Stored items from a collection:

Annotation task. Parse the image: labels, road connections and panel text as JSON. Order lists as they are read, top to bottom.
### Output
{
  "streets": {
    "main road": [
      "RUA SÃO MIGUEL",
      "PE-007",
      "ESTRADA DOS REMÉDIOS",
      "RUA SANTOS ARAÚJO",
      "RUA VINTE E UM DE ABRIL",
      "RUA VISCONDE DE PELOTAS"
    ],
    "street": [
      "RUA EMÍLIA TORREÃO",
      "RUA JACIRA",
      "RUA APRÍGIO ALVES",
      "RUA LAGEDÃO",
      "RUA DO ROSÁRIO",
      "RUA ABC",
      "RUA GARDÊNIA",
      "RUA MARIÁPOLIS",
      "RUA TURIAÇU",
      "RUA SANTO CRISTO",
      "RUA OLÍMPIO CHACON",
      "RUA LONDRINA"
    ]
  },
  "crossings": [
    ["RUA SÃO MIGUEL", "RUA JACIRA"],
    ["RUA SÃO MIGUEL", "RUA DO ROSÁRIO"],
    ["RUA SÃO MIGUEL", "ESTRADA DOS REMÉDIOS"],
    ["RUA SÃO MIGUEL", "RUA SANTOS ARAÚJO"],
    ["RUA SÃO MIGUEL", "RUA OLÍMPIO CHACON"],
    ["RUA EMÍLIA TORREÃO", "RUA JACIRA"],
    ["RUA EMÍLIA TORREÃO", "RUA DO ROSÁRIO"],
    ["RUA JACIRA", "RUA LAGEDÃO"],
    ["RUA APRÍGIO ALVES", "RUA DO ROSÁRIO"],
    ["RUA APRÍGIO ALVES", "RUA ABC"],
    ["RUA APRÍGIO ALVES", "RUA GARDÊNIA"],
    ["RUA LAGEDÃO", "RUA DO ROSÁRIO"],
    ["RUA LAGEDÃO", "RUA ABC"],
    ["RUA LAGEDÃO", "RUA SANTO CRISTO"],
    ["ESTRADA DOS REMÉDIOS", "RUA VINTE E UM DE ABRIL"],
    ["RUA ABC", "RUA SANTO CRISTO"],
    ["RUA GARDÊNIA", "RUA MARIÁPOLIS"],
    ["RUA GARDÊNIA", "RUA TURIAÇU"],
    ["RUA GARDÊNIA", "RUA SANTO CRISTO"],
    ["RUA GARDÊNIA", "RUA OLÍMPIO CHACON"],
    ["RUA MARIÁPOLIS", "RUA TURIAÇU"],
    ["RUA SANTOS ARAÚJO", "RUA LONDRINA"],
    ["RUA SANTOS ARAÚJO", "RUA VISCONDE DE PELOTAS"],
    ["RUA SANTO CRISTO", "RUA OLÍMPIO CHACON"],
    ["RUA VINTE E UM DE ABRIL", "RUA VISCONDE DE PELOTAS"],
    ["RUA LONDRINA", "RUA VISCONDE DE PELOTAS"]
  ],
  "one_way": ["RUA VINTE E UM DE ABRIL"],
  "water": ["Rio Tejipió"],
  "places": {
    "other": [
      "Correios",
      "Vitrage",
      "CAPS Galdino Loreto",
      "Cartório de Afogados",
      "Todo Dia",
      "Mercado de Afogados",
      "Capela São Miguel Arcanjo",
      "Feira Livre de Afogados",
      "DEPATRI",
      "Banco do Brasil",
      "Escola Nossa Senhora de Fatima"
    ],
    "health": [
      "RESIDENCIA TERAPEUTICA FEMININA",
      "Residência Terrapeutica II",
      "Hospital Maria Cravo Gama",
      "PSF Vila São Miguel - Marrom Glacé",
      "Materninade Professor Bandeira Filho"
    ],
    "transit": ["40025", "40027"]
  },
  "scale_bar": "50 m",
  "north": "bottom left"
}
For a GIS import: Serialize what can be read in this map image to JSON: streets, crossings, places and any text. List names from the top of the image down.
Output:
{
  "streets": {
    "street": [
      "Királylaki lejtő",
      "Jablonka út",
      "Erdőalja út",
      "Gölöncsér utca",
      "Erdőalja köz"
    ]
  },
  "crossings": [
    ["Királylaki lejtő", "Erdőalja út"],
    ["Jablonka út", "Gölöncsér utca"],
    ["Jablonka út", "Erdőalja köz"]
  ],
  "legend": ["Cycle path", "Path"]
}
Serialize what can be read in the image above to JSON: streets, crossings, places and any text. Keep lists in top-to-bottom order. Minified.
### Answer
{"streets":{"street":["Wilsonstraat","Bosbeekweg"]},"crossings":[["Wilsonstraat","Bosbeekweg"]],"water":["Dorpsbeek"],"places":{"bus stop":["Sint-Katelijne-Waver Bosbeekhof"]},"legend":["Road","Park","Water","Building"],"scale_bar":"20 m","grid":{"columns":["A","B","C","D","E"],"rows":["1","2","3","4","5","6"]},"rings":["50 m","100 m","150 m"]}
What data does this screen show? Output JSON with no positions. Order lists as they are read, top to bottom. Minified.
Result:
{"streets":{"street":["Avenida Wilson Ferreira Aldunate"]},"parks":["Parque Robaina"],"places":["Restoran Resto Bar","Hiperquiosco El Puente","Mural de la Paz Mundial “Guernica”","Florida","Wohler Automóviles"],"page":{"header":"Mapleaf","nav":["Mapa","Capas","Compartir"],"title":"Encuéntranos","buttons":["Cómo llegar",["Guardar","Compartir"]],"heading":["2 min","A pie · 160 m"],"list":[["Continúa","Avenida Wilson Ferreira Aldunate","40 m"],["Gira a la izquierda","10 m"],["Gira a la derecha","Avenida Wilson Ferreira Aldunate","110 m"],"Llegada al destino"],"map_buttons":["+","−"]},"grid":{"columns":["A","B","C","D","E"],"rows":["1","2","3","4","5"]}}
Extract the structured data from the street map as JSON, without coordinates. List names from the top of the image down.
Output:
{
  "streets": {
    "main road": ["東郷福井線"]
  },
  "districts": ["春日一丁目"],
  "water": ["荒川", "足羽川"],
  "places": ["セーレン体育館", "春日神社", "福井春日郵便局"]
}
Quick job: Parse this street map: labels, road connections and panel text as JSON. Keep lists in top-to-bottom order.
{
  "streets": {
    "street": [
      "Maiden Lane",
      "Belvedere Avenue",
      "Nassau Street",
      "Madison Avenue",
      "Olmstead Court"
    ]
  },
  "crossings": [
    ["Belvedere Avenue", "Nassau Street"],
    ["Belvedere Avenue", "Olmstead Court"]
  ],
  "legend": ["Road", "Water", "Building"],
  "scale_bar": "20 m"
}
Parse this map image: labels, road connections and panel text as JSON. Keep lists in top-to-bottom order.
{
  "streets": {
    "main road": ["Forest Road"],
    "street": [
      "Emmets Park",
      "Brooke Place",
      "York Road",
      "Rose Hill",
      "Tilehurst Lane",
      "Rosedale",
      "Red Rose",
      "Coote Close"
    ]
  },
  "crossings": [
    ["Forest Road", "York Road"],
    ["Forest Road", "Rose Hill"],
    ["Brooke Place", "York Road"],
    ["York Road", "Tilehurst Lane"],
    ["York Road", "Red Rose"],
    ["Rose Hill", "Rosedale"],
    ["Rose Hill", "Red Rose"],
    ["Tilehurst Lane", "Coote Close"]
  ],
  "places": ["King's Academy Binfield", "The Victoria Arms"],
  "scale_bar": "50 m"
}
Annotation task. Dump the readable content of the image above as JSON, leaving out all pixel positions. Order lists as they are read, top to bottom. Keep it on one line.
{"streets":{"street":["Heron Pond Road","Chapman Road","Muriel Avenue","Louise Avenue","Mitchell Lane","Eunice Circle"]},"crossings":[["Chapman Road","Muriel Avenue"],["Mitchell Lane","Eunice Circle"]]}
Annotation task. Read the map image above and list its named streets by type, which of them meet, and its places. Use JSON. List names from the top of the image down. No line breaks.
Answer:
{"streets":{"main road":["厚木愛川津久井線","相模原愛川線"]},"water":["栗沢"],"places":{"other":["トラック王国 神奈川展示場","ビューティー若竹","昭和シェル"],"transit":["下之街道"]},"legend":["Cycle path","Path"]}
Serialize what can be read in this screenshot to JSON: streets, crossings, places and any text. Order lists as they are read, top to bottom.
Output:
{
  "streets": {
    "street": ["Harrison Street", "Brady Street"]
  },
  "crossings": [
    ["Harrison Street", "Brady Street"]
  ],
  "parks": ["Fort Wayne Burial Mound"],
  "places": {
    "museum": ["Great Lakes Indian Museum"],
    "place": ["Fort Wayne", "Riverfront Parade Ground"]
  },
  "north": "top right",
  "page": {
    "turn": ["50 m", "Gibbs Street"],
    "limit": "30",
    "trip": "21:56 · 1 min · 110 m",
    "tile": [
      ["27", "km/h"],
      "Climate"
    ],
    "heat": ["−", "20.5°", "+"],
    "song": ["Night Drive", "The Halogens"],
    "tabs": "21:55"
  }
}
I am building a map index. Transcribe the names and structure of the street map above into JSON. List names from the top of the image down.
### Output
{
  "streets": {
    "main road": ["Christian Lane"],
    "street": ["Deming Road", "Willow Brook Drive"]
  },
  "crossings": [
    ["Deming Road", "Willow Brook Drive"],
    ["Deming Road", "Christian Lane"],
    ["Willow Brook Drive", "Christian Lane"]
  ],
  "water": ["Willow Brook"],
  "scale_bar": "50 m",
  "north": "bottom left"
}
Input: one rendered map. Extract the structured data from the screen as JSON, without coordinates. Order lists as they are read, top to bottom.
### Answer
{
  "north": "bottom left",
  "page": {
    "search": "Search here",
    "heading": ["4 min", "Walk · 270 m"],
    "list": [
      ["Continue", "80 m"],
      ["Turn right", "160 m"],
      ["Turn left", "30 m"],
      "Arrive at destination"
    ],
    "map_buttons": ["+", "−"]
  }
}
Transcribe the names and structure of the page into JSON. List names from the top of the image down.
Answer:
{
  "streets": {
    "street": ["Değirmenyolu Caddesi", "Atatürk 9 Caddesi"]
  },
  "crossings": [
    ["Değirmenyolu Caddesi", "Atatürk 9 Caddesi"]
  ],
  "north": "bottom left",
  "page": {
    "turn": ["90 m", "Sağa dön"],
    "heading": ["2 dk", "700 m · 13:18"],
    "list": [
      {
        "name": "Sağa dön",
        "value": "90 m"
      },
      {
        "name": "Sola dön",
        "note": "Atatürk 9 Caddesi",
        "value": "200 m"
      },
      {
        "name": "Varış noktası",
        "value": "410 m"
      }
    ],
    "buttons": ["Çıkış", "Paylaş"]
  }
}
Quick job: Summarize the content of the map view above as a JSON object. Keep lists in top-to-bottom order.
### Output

- _WHAT IS EXPECTED_: Among the lines above, repeat exactly those from the line with "Annotation task. Read" to the line with "I am building", counting both ends.

- _EXPECTED ANSWER_:
Annotation task. Read the map image above and list its named streets by type, which of them meet, and its places. Use JSON. List names from the top of the image down. No line breaks.
Answer:
{"streets":{"main road":["厚木愛川津久井線","相模原愛川線"]},"water":["栗沢"],"places":{"other":["トラック王国 神奈川展示場","ビューティー若竹","昭和シェル"],"transit":["下之街道"]},"legend":["Cycle path","Path"]}
Serialize what can be read in this screenshot to JSON: streets, crossings, places and any text. Order lists as they are read, top to bottom.
Output:
{
  "streets": {
    "street": ["Harrison Street", "Brady Street"]
  },
  "crossings": [
    ["Harrison Street", "Brady Street"]
  ],
  "parks": ["Fort Wayne Burial Mound"],
  "places": {
    "museum": ["Great Lakes Indian Museum"],
    "place": ["Fort Wayne", "Riverfront Parade Ground"]
  },
  "north": "top right",
  "page": {
    "turn": ["50 m", "Gibbs Street"],
    "limit": "30",
    "trip": "21:56 · 1 min · 110 m",
    "tile": [
      ["27", "km/h"],
      "Climate"
    ],
    "heat": ["−", "20.5°", "+"],
    "song": ["Night Drive", "The Halogens"],
    "tabs": "21:55"
  }
}
I am building a map index. Transcribe the names and structure of the street map above into JSON. List names from the top of the image down.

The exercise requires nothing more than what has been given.